- _Exercise details_: The whole listing, pictures aside, should be reproduced exactly.

++++ Supplied data

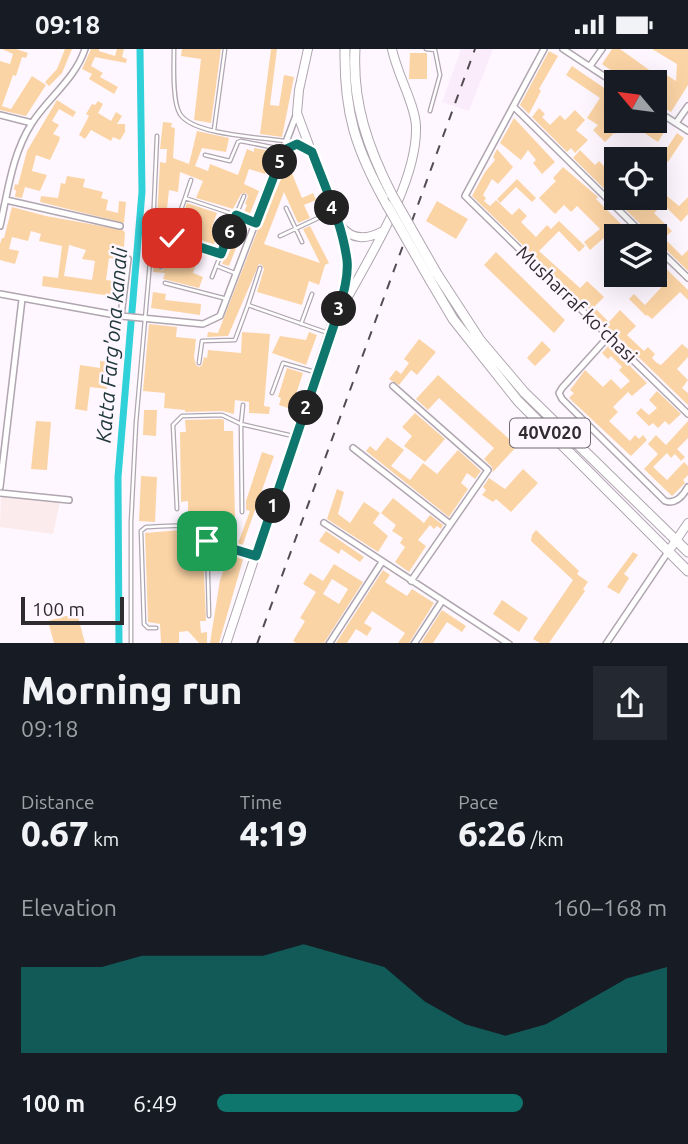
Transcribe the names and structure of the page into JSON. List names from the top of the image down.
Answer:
{
  "streets": {
    "main road": ["40V020"],
    "street": ["Musharraf koʻchasi"]
  },
  "water": ["Katta Farg'ona kanali"],
  "scale_bar": "100 m",
  "north": "top left",
  "page": {
    "status": "09:18",
    "pins": [
      "5",
      "4",
      "6",
      "3",
      "2",
      "1"
    ],
    "scale": "100 m",
    "heading": ["Morning run", "09:18"],
    "stats": [
      ["Distance", "0.67 km"],
      ["Time", "4:19"],
      ["Pace", "6:26 /km"]
    ],
    "chart": ["Elevation", "160–168 m"],
    "list": [
      {
        "name": "100 m",
        "note": "6:49"
      }
    ]
  }
}
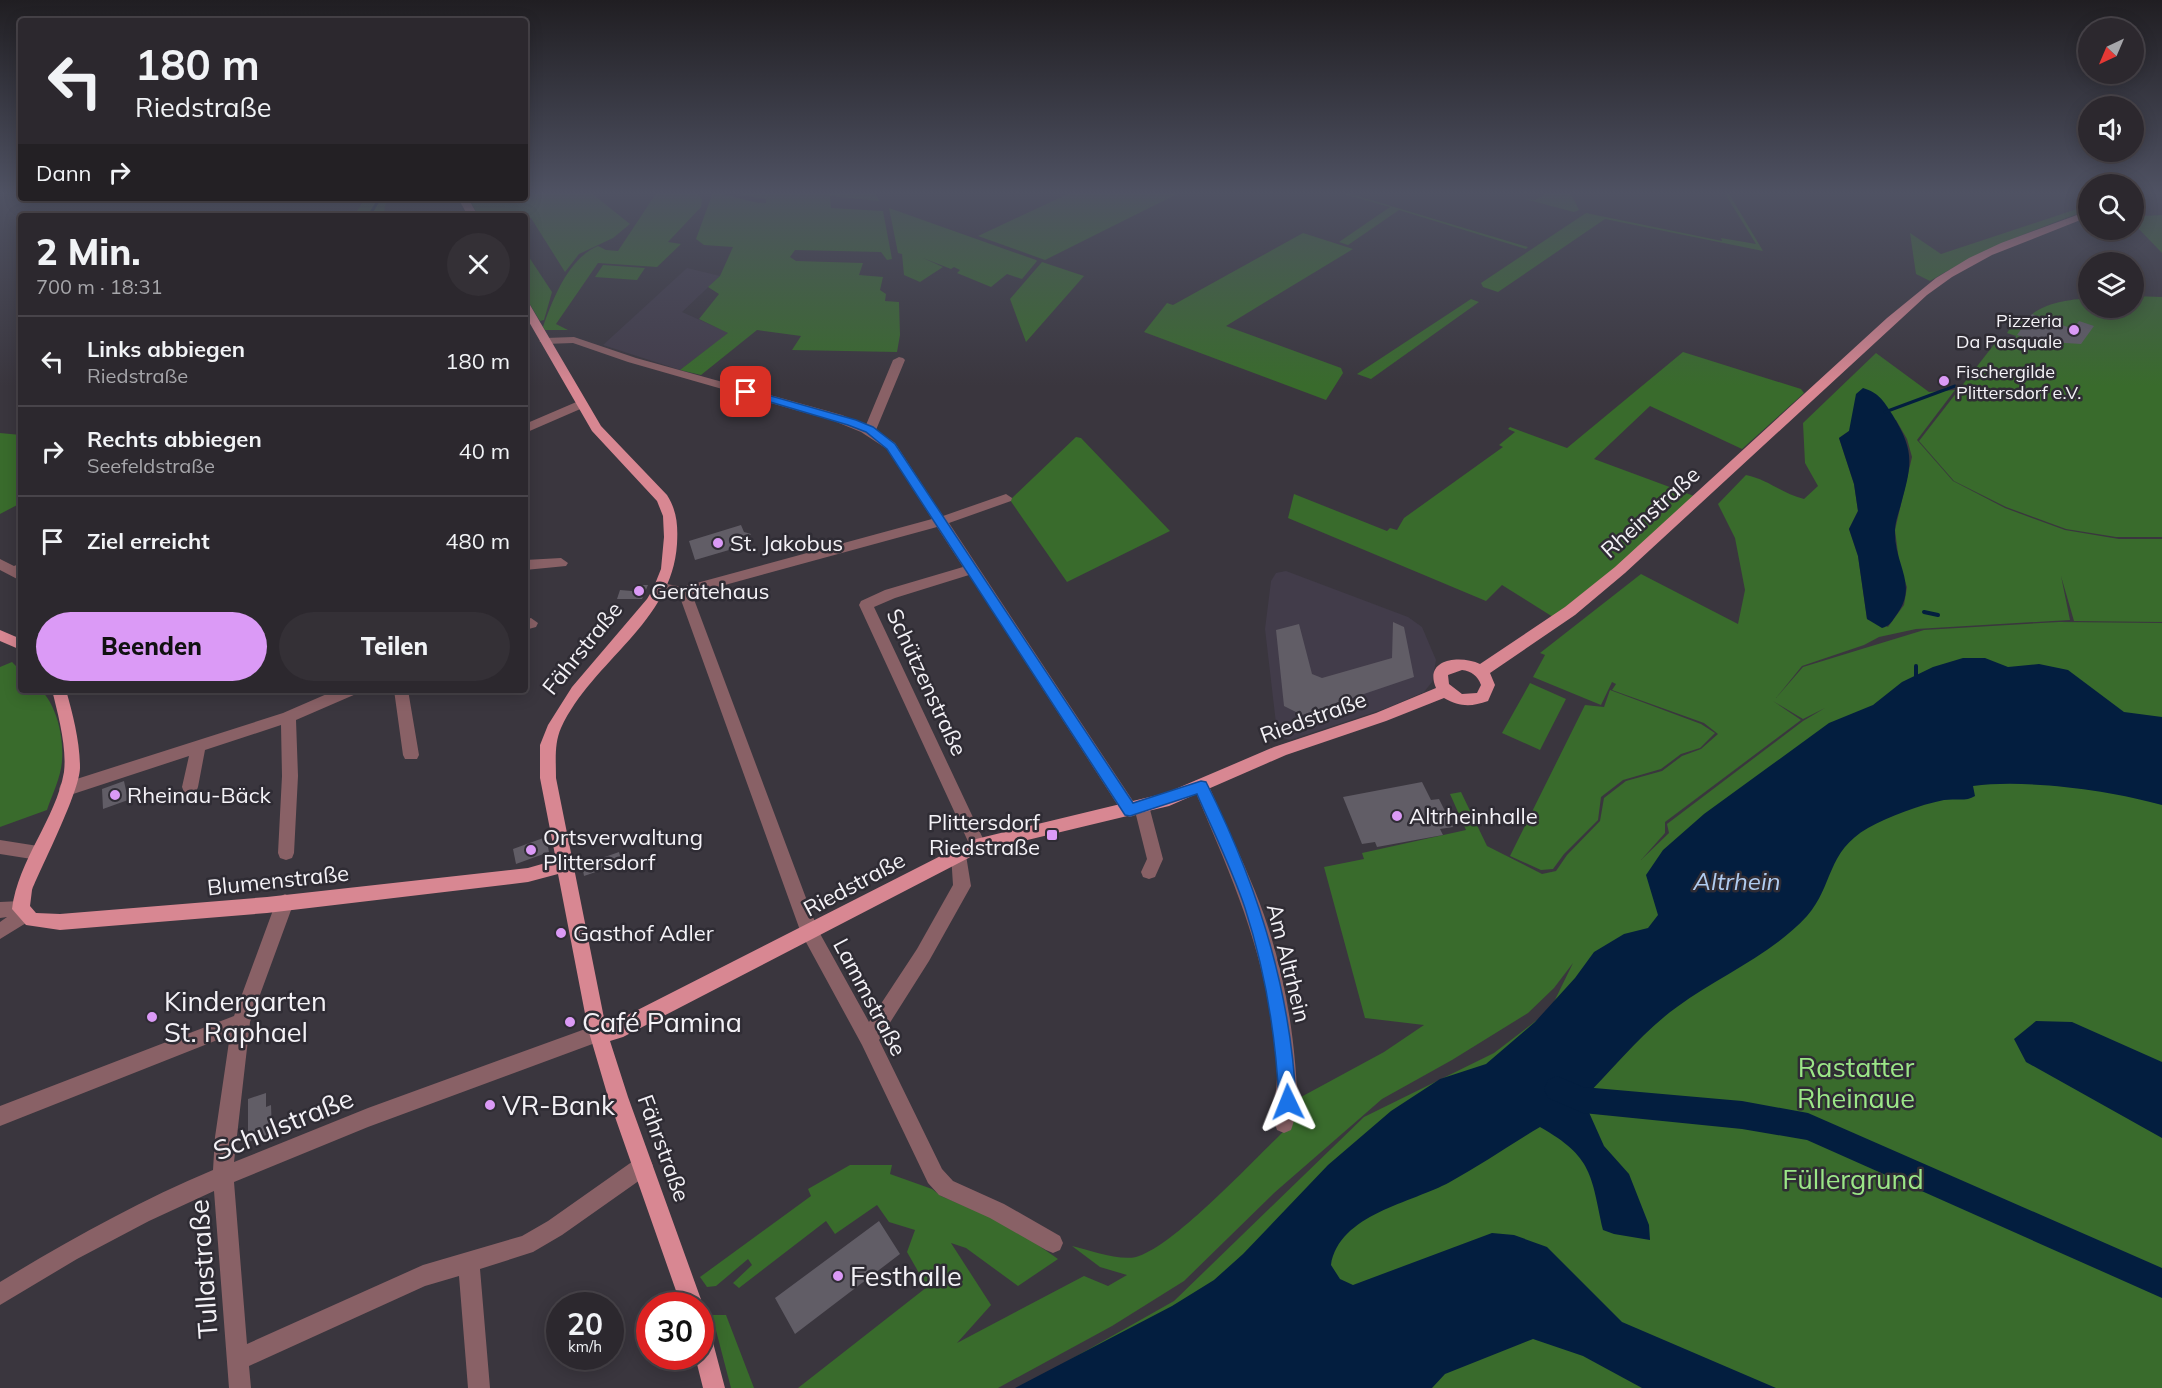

++++++++

- _Exercise response_:
Transcribe the names and structure of the page into JSON. List names from the top of the image down.
Answer:
{
  "streets": {
    "main road": ["40V020"],
    "street": ["Musharraf koʻchasi"]
  },
  "water": ["Katta Farg'ona kanali"],
  "scale_bar": "100 m",
  "north": "top left",
  "page": {
    "status": "09:18",
    "pins": [
      "5",
      "4",
      "6",
      "3",
      "2",
      "1"
    ],
    "scale": "100 m",
    "heading": ["Morning run", "09:18"],
    "stats": [
      ["Distance", "0.67 km"],
      ["Time", "4:19"],
      ["Pace", "6:26 /km"]
    ],
    "chart": ["Elevation", "160–168 m"],
    "list": [
      {
        "name": "100 m",
        "note": "6:49"
      }
    ]
  }
}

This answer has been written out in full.